◆ TASK DESCRIPTION ◆
Each line of the records that holds the word "function" should be copied out.

══ ENTRIES SHOWN

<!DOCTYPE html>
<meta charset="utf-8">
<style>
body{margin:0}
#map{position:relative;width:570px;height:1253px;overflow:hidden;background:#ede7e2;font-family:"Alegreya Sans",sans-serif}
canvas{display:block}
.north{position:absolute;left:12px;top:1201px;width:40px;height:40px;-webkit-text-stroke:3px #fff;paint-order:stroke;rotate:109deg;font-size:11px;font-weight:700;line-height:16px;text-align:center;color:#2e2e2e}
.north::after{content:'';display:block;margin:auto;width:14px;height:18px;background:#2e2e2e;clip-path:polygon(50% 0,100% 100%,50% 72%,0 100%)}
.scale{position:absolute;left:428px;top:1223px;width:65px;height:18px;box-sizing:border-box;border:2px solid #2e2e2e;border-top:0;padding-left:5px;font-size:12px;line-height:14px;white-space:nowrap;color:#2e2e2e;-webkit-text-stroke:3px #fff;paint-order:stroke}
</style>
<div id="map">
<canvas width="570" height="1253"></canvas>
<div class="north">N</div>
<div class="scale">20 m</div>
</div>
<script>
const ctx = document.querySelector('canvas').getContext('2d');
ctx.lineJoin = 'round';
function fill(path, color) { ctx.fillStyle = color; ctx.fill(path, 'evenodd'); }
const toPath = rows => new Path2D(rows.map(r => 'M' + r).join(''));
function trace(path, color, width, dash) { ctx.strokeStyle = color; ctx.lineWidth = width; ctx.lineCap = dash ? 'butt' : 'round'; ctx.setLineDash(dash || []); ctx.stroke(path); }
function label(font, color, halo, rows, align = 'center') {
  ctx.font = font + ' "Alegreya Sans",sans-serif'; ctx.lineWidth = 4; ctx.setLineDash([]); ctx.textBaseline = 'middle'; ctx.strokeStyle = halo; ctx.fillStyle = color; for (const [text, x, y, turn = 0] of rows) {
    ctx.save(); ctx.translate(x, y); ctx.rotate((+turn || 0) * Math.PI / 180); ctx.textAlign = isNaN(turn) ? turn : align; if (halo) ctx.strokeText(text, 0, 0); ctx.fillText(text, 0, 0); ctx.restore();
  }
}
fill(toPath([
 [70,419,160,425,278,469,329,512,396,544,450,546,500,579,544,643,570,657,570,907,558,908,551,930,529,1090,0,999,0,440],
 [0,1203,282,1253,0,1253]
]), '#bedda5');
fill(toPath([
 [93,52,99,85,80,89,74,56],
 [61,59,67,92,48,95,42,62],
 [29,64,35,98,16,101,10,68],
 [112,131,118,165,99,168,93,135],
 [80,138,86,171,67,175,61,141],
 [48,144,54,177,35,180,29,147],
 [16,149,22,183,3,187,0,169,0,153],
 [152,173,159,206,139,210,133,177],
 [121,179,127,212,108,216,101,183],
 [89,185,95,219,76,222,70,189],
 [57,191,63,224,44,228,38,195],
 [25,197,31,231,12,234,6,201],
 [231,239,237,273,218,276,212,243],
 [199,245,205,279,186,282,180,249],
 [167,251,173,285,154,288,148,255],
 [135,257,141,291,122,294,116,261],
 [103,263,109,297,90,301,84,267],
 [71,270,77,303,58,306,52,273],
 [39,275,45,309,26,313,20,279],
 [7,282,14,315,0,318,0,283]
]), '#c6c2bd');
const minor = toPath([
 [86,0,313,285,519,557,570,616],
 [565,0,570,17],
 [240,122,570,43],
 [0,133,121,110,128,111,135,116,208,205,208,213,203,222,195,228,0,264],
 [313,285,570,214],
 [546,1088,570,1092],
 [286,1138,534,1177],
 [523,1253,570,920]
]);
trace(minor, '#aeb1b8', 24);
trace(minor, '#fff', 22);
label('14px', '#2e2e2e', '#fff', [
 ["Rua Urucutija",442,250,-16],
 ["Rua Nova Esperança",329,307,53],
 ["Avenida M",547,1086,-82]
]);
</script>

════

◆ WRITTEN SOLUTION ◆
function fill(path, color) { ctx.fillStyle = color; ctx.fill(path, 'evenodd'); }
function trace(path, color, width, dash) { ctx.strokeStyle = color; ctx.lineWidth = width; ctx.lineCap = dash ? 'butt' : 'round'; ctx.setLineDash(dash || []); ctx.stroke(path); }
function label(font, color, halo, rows, align = 'center') {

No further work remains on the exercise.